Linguistics and computer science experts have identified some key reasons behind the ineffective performance of AI large language models in mimicking human conversations.
In your daily conversations, pay attention to the natural moments that allow others to join in. Timing can be crucial—if someone speaks at the wrong moment, they might come off as too aggressive, overly shy, or simply awkward.
The exchange of ideas in a conversation has a social aspect, and while humans manage this fairly well most of the time, AI language systems struggle significantly with it.
A team of researchers from Tufts University has explored the underlying reasons for this gap in AI’s conversational abilities and has proposed potential improvements to make them better conversationalists.
During verbal interactions, people generally avoid talking over one another and take turns to speak and listen. Each participant picks up various cues to identify what linguists term “transition relevant places” (TRPs). These are common points in conversation where one person can either let the current speaker continue or take their turn to share their thoughts.
JP de Ruiter, who specializes in psychology and computer science, mentions that there was a long-standing belief that “paraverbal” elements of speech—like tone, emphasis, pauses, and visual signals—were the primary indicators of TRPs.
“That helps a little bit,” de Ruiter explains, “but if you strip away the words and present only the prosody—the rhythm and melody of speech as if spoken through a sock—people struggle to identify TRPs.”
Conversely, if you provide just the linguistic content in a monotone voice, study participants can still recognize many of the same TRPs found in natural discussions.
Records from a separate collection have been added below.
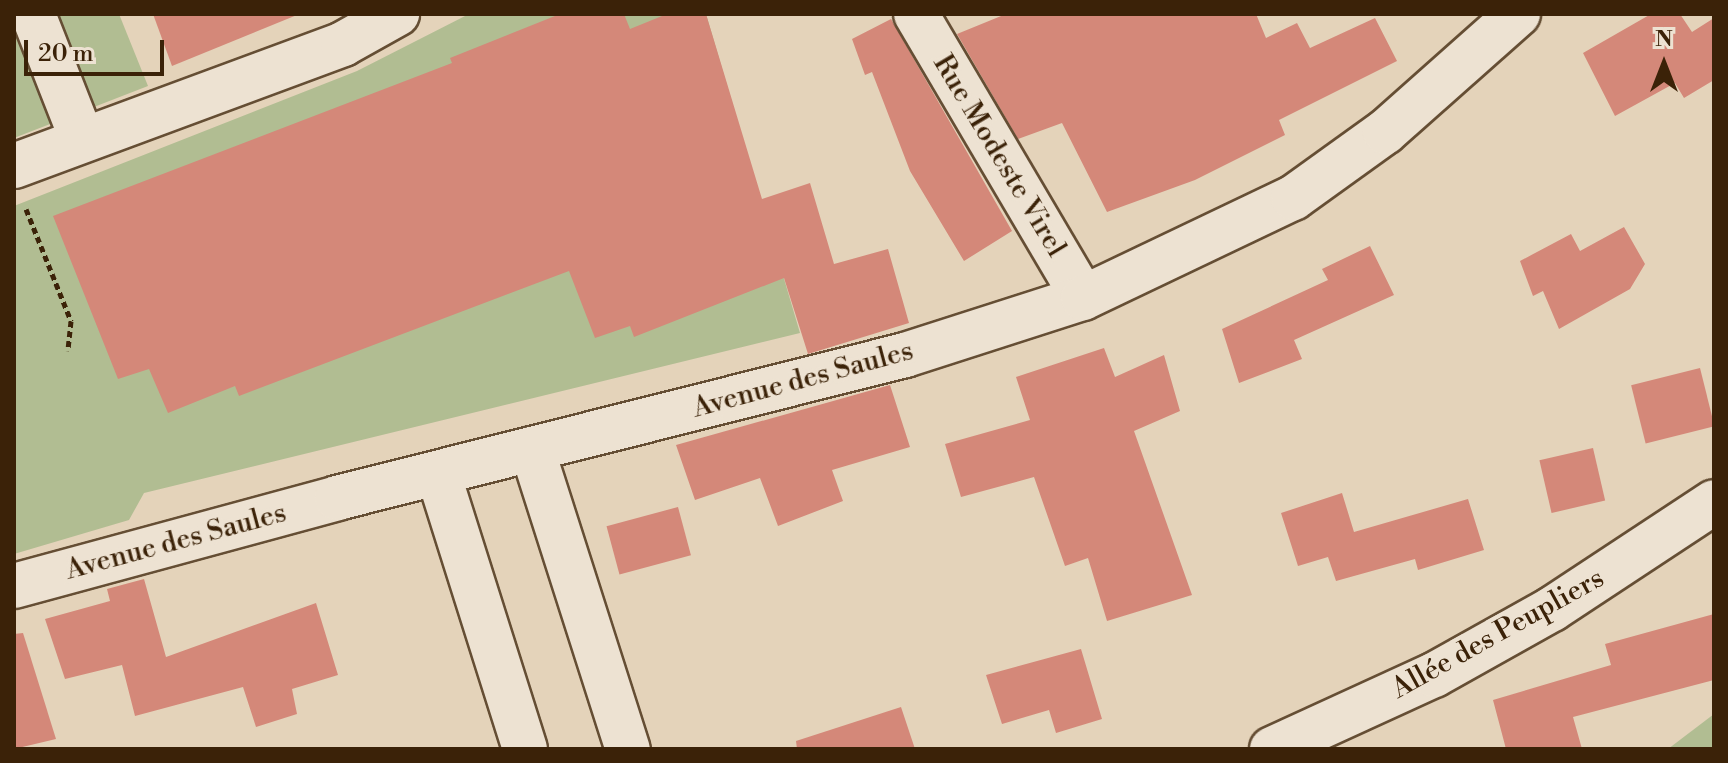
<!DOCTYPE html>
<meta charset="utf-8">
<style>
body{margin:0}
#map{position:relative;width:1728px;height:763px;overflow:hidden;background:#e4d3ba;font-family:"Libre Bodoni",serif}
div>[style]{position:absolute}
.green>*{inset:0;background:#b1bd92}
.building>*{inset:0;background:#d48879;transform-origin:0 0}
.path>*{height:5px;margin-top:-2.5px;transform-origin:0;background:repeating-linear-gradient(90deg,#3b2208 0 6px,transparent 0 10px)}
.roads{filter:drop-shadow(2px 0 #654e34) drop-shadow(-2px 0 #654e34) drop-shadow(0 2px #654e34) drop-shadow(0 -2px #654e34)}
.minor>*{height:44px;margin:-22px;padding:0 22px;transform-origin:22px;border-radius:22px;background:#ede2d2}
span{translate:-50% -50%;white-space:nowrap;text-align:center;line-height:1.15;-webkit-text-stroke:8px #ede2d2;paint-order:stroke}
.street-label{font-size:28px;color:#3b2208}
.frame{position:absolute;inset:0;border:16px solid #3b2208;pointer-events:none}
.north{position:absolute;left:1624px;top:24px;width:80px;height:80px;-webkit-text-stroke:6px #ede2d2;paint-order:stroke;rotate:0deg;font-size:22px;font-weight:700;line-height:32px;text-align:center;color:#3b2208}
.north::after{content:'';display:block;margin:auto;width:28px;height:36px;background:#3b2208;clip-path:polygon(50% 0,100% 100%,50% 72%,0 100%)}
.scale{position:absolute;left:24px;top:40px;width:140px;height:36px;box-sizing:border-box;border:4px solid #3b2208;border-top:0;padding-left:10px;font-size:24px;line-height:28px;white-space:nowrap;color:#3b2208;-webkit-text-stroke:6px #ede2d2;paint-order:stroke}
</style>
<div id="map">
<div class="green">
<i style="clip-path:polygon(14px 14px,119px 14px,148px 86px,14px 138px)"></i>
<i style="clip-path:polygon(469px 14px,706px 14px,800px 333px,144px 493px,129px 520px,14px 554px,14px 206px,357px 71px)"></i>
<i style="clip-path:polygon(1714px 714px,1714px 749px,1668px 749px)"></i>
</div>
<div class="building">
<i style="clip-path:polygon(153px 14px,297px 14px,297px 15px,172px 66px)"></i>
<i style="clip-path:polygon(560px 14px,624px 14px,630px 29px,667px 14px,706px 14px,762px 199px,810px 183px,834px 264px,888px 249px,909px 323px,808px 354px,784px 278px,634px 337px,630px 326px,595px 338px,569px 271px,239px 396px,235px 386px,168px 413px,149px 369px,118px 379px,53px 216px,452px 63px,450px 58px)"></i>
<i style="clip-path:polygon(1006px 14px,1256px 14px,1266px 38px,1297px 23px,1310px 48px,1375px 18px,1397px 61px,1279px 120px,1285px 135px,1195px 180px,1107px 212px,1062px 123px,1018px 139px,957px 34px)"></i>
<i style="clip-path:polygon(1651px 14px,1680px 14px,1692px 32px,1714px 18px,1714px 80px,1684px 98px,1675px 83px,1615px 116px,1583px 53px)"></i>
<i style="clip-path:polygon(891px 19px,1012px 231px,964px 261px,910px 171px,872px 72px,865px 75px,852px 39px)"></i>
<i style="clip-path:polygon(1624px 227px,1645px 264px,1630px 289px,1559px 329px,1543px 291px,1533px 296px,1520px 261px,1571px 234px,1580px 251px)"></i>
<i style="clip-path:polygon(1370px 246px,1394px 295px,1294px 340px,1302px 359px,1239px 383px,1222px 329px,1328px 280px,1322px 269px)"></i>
<i style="clip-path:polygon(1104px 348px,1115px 377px,1164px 355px,1180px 411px,1134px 431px,1192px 595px,1107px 621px,1088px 558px,1065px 566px,1034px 477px,961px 497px,945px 444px,1030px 420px,1016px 377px)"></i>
<i style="left:1700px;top:368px;width:60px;height:71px;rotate:76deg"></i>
<i style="clip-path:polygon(890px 385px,910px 447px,832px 470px,843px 501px,778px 526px,760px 478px,695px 500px,676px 445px)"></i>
<i style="left:1593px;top:448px;width:54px;height:55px;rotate:77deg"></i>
<i style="clip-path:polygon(1342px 493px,1354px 532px,1468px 499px,1484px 550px,1418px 570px,1415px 559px,1336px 581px,1328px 557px,1298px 566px,1281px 513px)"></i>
<i style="left:678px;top:507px;width:50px;height:74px;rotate:75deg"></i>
<i style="clip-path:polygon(144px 579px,166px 657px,316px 603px,338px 675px,292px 689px,297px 714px,256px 727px,243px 687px,135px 716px,122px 665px,65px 679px,45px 619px,110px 601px,107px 589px)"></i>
<i style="clip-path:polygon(1714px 614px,1714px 680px,1573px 717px,1582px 749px,1506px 749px,1493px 700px,1611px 665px,1605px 644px)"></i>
<i style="clip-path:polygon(23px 633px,56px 739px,14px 749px,14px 634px)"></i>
<i style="clip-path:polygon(1081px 649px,1102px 719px,1056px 733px,1049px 710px,1002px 724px,986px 675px)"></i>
<i style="clip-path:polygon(901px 707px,915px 749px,797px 749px,796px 741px)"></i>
</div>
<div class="path">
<i style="left:26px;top:209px;width:121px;rotate:68.1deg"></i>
<i style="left:71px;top:321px;width:30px;rotate:96deg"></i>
</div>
<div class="roads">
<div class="minor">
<i style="left:33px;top:14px;width:134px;rotate:68.6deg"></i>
<i style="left:916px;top:14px;width:329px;rotate:59.5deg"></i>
<i style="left:14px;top:166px;width:351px;rotate:-20.3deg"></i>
<i style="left:343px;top:44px;width:62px;rotate:-29.1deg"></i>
<i style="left:532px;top:449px;width:315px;rotate:72.3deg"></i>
<i style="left:438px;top:473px;width:289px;rotate:72.5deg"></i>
<i style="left:14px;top:586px;width:335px;rotate:-15.2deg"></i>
<i style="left:337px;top:498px;width:586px;rotate:-14.13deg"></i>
<i style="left:905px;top:355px;width:187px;rotate:-17.8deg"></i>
<i style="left:1083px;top:298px;width:233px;rotate:-25.5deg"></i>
<i style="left:1293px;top:198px;width:113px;rotate:-35.7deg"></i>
<i style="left:1385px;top:132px;width:178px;rotate:-41.6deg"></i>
<i style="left:1272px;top:749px;width:178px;rotate:-24.6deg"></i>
<i style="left:1434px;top:675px;width:135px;rotate:-29.2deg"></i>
<i style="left:1552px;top:609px;width:194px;rotate:-33.4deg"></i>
</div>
</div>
<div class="street-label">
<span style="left:999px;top:156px;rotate:59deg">Rue Modeste Virel</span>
<span style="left:803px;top:380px;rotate:-15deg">Avenue des Saules</span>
<span style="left:176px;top:542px;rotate:-15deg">Avenue des Saules</span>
<span style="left:1498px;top:634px;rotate:-29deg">Allée des Peupliers</span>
</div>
<div class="frame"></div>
<div class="north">N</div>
<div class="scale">20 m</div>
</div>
“What we’ve realized is that the most crucial signal for turn-taking in conversation is the actual language content. The other signals are much less important,” de Ruiter states.
AI excels at recognizing patterns in content; however, when de Ruiter, graduate student Muhammad Umair, and research assistant professor Vasanth Sarathy evaluated transcribed conversations with a large language model, the AI’s ability to identify TRPs was far inferior to that of humans.
This limitation arises because AI is trained primarily on written text collected from the internet, including Wikipedia articles, online forums, corporate websites, and news articles, covering a vast array of topics. However, this dataset lacks a considerable amount of transcribed spoken language, which tends to be unscripted, employs simpler language and shorter sentences, and differs structurally from written content.
Since AI wasn’t “raised” on conversations, it struggles to engage in dialogue in a more organic, human-like way.
The researchers considered the possibility of refining a language model that was trained primarily on written text by additionally training it on a smaller dataset of conversational exchanges, aiming for more natural dialogue. However, they discovered that there remained obstacles in achieving human-like conversational abilities.
They also warned that there might be an inherent limitation preventing AI from having a natural conversation. “We assume these large language models understand the content accurately, but that may not be true,” Sarathy noted. “They predict the next word based on superficial statistical patterns, while turn-taking requires deeper contextual understanding throughout a conversation.”
“There is a chance these limitations can be addressed by pre-training large language models with a more extensive collection of naturally occurring spoken language,” said Umair, who focuses on human-robot interactions in his PhD research and is the leading author of the studies. “Though we have made available a new training dataset that aids AI in recognizing opportunities for speech within natural dialogue, gathering such extensive data to train current AI models poses a significant challenge. There simply isn’t as much conversational audio or transcripts compared to written material available online.”